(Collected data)
******

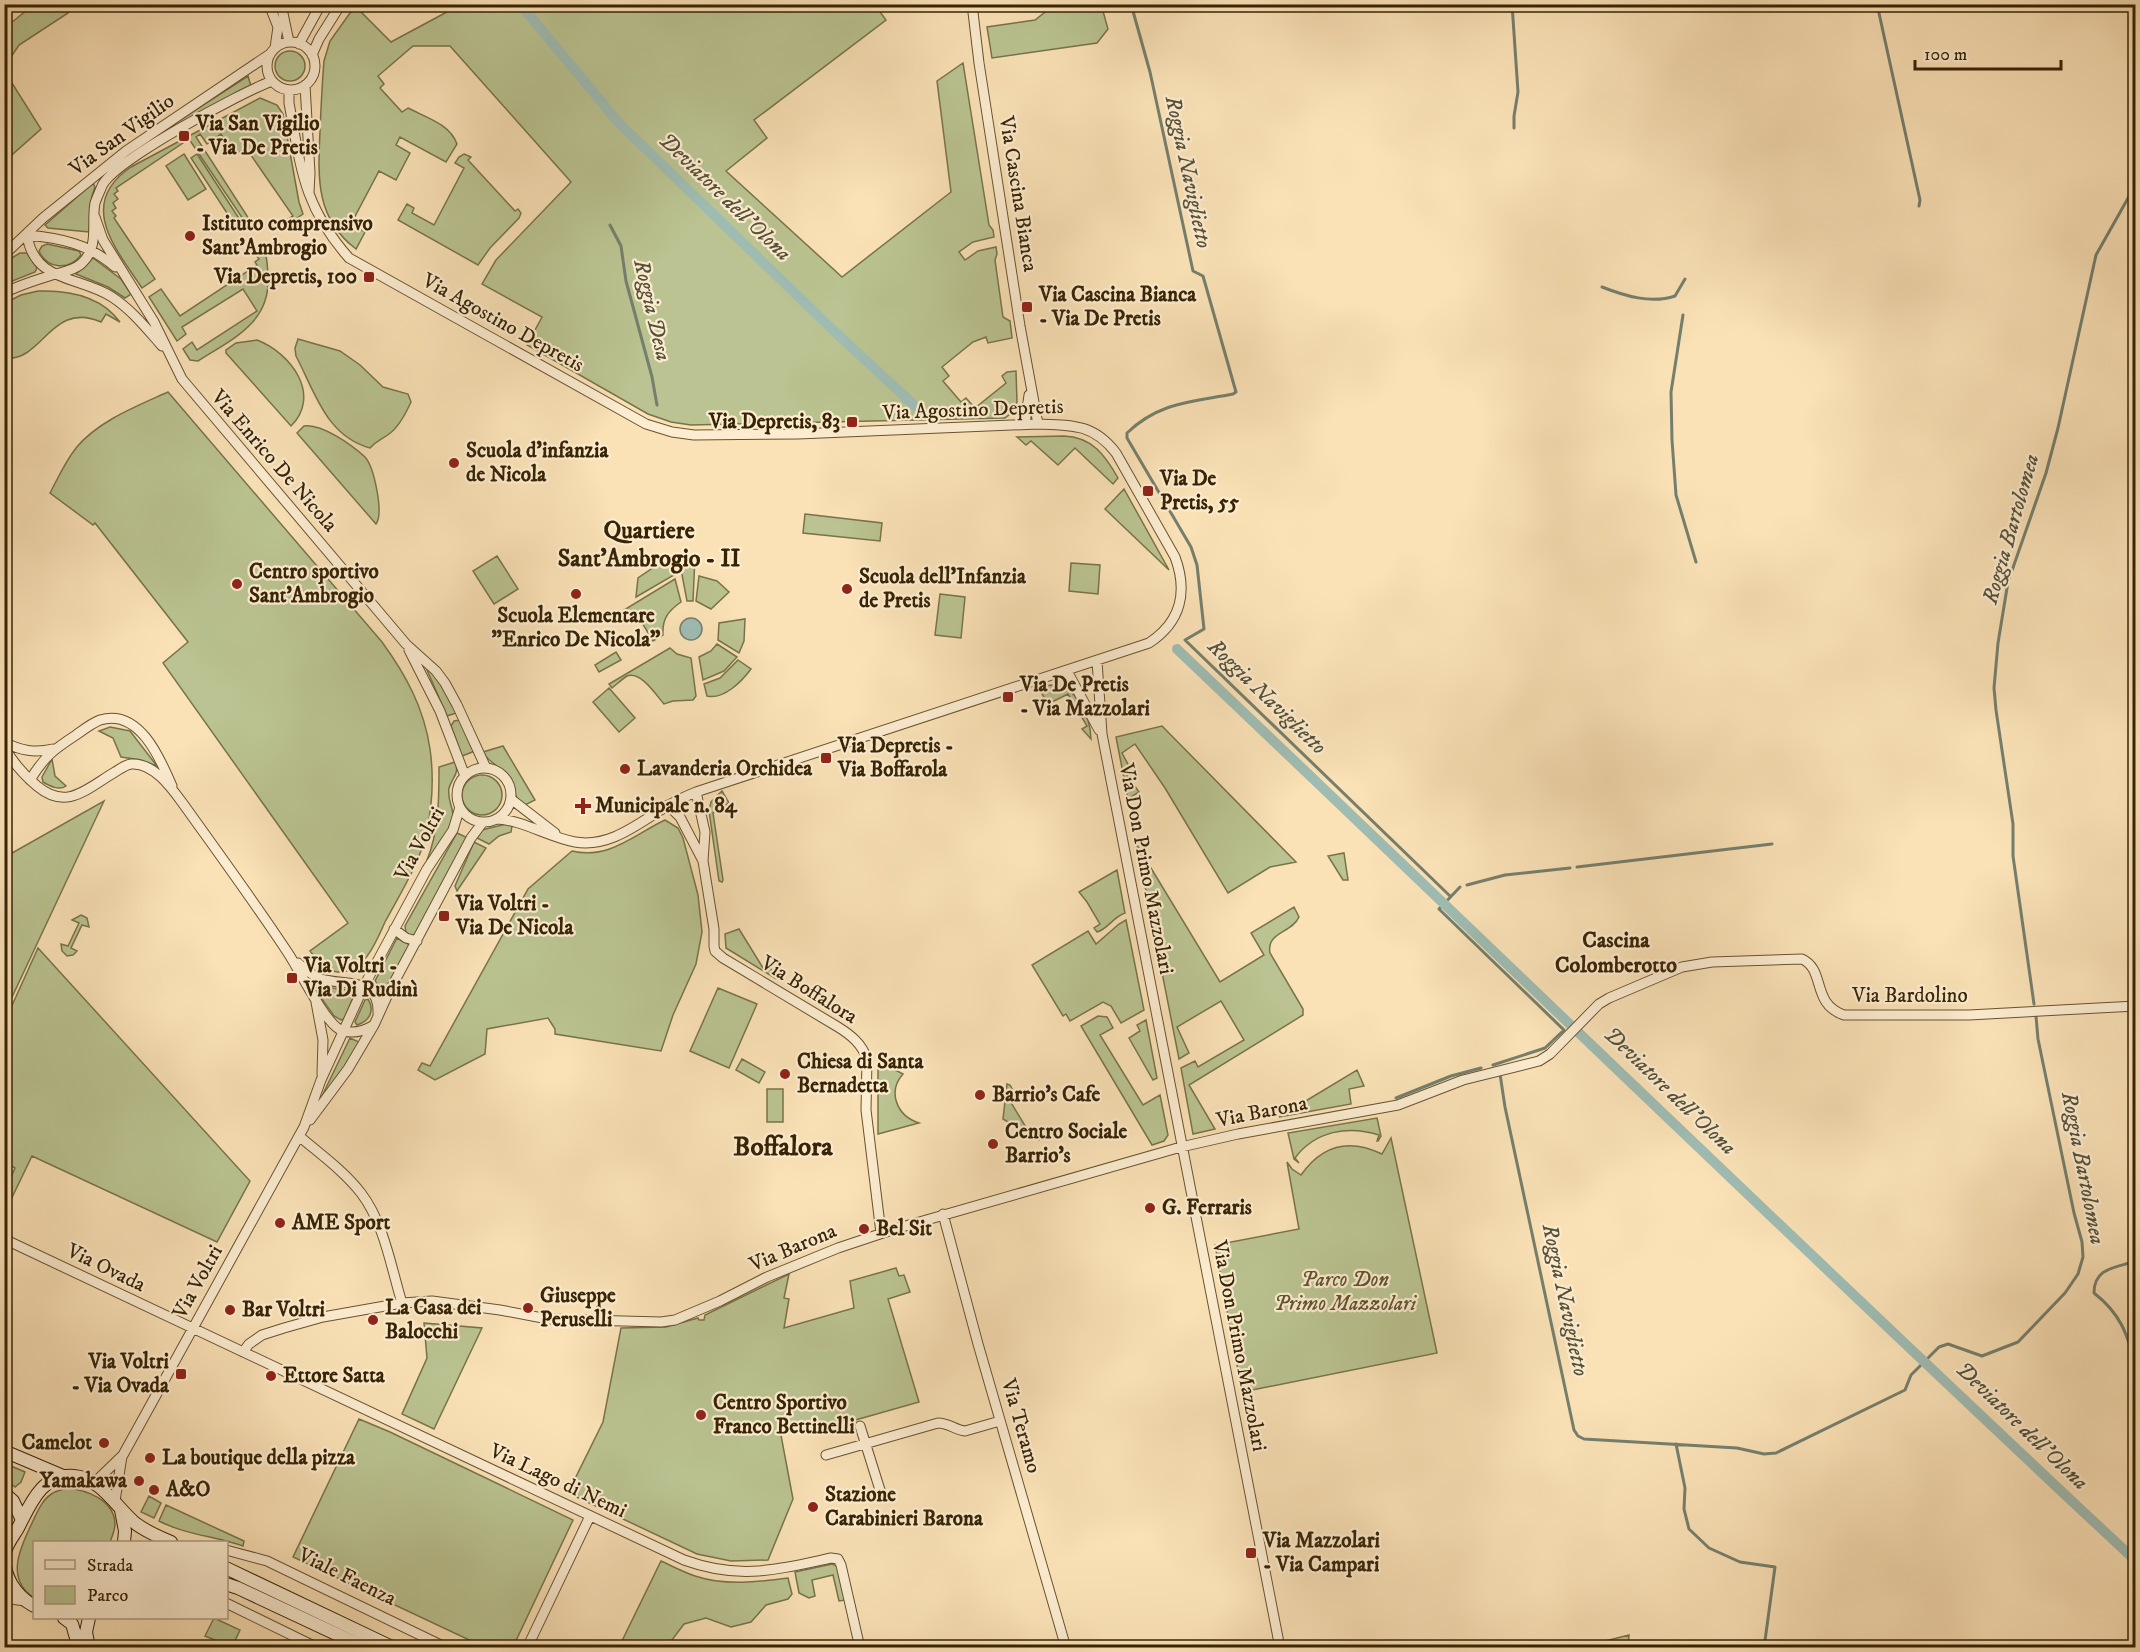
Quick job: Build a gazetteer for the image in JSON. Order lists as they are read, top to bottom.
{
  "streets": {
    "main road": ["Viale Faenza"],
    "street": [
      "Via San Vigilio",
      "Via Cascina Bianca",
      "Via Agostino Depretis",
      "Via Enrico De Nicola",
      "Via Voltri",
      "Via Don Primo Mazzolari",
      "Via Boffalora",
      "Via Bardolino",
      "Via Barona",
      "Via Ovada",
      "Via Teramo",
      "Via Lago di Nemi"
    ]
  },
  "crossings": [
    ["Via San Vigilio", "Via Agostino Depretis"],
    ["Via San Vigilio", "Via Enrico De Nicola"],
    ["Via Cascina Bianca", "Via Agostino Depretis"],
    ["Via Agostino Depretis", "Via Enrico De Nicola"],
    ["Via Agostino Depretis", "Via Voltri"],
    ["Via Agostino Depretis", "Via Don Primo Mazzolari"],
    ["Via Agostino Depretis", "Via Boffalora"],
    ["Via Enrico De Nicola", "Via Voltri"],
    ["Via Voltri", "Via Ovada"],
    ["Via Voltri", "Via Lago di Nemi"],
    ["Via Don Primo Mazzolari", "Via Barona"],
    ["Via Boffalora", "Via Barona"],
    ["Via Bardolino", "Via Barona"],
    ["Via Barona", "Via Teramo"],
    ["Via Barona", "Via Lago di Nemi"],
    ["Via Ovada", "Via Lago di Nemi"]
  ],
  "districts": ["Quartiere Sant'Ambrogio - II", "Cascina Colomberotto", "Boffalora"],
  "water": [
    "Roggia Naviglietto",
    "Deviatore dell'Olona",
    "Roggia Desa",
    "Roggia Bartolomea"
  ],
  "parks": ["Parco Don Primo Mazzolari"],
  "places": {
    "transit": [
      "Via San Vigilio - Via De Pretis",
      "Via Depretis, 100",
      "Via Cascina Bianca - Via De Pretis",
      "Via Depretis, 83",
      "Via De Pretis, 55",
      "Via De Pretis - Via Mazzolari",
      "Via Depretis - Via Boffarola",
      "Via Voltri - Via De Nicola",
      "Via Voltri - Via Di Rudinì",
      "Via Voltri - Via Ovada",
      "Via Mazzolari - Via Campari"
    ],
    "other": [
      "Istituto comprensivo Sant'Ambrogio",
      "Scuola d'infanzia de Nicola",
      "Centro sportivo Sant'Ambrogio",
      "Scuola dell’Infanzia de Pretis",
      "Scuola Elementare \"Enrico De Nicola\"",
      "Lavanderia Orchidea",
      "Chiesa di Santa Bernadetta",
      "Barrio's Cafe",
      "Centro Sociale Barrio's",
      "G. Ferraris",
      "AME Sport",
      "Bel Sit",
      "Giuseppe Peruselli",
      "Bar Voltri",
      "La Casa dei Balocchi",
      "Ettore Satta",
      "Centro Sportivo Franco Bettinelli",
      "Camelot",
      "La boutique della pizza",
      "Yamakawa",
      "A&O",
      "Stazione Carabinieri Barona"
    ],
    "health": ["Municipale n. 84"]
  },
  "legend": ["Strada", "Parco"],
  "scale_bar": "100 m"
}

******

→ What needs to be done: Extract every line of the records above that contains the word "Barrio".

→ Response for this exercise:
      "Barrio's Cafe",
      "Centro Sociale Barrio's",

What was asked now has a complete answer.